-- What is required --
Working from the entries below, give again each line from the first through the one containing "filter:drop-shadow(3px 0 #574231)", exactly and with nothing else.

(Stored items)
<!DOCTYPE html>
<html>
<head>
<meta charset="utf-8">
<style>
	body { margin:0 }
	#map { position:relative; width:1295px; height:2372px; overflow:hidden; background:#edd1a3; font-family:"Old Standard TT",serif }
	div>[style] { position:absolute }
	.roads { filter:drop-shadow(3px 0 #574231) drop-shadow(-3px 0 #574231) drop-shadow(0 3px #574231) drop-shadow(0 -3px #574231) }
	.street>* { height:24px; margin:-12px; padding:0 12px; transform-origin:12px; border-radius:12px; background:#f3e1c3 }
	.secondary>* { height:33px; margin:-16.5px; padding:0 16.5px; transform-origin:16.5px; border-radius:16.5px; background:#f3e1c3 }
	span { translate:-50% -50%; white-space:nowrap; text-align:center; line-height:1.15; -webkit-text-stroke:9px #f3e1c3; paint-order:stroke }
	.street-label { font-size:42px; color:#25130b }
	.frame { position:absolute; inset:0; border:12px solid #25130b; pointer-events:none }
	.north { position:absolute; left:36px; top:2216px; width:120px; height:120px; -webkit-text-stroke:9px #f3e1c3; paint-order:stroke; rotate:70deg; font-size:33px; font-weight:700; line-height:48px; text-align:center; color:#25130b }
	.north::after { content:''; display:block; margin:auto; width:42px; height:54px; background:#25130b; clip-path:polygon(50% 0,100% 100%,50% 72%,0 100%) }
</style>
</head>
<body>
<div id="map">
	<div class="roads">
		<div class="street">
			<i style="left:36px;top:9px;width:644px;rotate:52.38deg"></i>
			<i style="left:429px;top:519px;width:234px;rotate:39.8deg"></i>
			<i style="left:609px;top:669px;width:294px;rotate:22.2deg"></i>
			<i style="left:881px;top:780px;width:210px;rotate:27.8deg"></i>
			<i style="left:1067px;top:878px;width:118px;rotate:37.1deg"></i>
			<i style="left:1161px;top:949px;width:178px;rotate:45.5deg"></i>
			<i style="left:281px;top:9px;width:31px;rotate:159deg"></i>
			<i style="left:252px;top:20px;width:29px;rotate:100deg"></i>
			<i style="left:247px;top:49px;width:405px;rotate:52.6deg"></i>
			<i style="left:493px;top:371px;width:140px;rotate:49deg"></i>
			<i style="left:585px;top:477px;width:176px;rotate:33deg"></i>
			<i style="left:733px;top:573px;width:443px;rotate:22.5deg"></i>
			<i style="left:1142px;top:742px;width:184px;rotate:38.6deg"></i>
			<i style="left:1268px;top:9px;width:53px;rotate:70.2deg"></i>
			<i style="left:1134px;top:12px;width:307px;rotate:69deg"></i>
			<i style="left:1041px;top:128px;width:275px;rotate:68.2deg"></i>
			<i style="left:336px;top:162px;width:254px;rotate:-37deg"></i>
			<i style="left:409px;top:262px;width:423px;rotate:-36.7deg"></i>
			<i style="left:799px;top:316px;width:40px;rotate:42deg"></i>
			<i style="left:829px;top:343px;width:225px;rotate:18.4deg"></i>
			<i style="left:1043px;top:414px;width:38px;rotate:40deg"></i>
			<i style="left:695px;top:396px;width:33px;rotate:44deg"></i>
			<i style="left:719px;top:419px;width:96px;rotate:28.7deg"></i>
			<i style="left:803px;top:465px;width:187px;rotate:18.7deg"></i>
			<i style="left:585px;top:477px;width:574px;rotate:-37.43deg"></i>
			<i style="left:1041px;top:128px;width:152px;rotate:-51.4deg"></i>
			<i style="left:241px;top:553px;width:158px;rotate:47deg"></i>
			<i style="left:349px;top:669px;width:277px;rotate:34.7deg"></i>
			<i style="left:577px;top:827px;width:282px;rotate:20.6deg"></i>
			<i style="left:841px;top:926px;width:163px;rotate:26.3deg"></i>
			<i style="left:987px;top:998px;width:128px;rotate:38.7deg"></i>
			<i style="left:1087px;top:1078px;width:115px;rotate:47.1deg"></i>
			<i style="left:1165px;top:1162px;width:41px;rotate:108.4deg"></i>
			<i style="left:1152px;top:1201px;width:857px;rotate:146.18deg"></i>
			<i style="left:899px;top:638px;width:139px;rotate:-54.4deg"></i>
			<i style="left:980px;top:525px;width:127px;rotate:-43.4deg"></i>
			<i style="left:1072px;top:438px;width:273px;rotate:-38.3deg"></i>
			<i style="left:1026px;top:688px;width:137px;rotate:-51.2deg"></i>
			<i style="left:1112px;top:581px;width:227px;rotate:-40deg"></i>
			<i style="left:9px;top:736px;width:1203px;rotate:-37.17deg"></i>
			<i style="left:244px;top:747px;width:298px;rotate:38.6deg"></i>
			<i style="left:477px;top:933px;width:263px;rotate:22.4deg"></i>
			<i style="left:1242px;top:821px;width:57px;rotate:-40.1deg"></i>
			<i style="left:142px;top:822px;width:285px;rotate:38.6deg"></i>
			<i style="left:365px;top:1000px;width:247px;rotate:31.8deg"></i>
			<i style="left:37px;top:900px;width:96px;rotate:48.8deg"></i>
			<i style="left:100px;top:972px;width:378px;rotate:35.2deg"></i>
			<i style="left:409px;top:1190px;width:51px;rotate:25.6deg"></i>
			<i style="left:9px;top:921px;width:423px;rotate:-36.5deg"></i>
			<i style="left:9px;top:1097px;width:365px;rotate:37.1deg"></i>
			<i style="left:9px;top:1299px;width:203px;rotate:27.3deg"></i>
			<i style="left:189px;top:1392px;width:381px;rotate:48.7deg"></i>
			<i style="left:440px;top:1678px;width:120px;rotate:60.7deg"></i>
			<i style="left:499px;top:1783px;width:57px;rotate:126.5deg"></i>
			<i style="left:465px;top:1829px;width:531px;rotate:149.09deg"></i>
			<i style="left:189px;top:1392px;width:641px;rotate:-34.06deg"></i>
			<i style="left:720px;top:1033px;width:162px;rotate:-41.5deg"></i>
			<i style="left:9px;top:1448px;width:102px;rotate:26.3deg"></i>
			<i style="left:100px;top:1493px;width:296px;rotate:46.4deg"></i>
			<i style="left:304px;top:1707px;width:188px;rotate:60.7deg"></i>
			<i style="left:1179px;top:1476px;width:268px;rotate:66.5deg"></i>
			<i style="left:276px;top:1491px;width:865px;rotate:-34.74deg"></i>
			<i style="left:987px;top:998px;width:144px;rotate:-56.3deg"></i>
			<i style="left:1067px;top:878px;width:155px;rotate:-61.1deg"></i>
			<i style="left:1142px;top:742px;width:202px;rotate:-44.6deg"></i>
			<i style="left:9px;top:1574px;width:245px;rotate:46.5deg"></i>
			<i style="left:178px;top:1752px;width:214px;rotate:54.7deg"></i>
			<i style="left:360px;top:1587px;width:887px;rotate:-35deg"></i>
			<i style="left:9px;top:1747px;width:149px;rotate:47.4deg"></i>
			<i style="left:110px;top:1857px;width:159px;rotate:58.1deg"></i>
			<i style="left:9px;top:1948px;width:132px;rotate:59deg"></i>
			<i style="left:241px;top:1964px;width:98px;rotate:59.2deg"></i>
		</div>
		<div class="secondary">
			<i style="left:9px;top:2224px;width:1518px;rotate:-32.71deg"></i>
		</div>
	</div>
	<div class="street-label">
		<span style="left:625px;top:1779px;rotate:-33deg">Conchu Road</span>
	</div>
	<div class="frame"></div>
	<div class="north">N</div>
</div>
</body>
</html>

-- Solution --
<!DOCTYPE html>
<html>
<head>
<meta charset="utf-8">
<style>
	body { margin:0 }
	#map { position:relative; width:1295px; height:2372px; overflow:hidden; background:#edd1a3; font-family:"Old Standard TT",serif }
	div>[style] { position:absolute }
	.roads { filter:drop-shadow(3px 0 #574231) drop-shadow(-3px 0 #574231) drop-shadow(0 3px #574231) drop-shadow(0 -3px #574231) }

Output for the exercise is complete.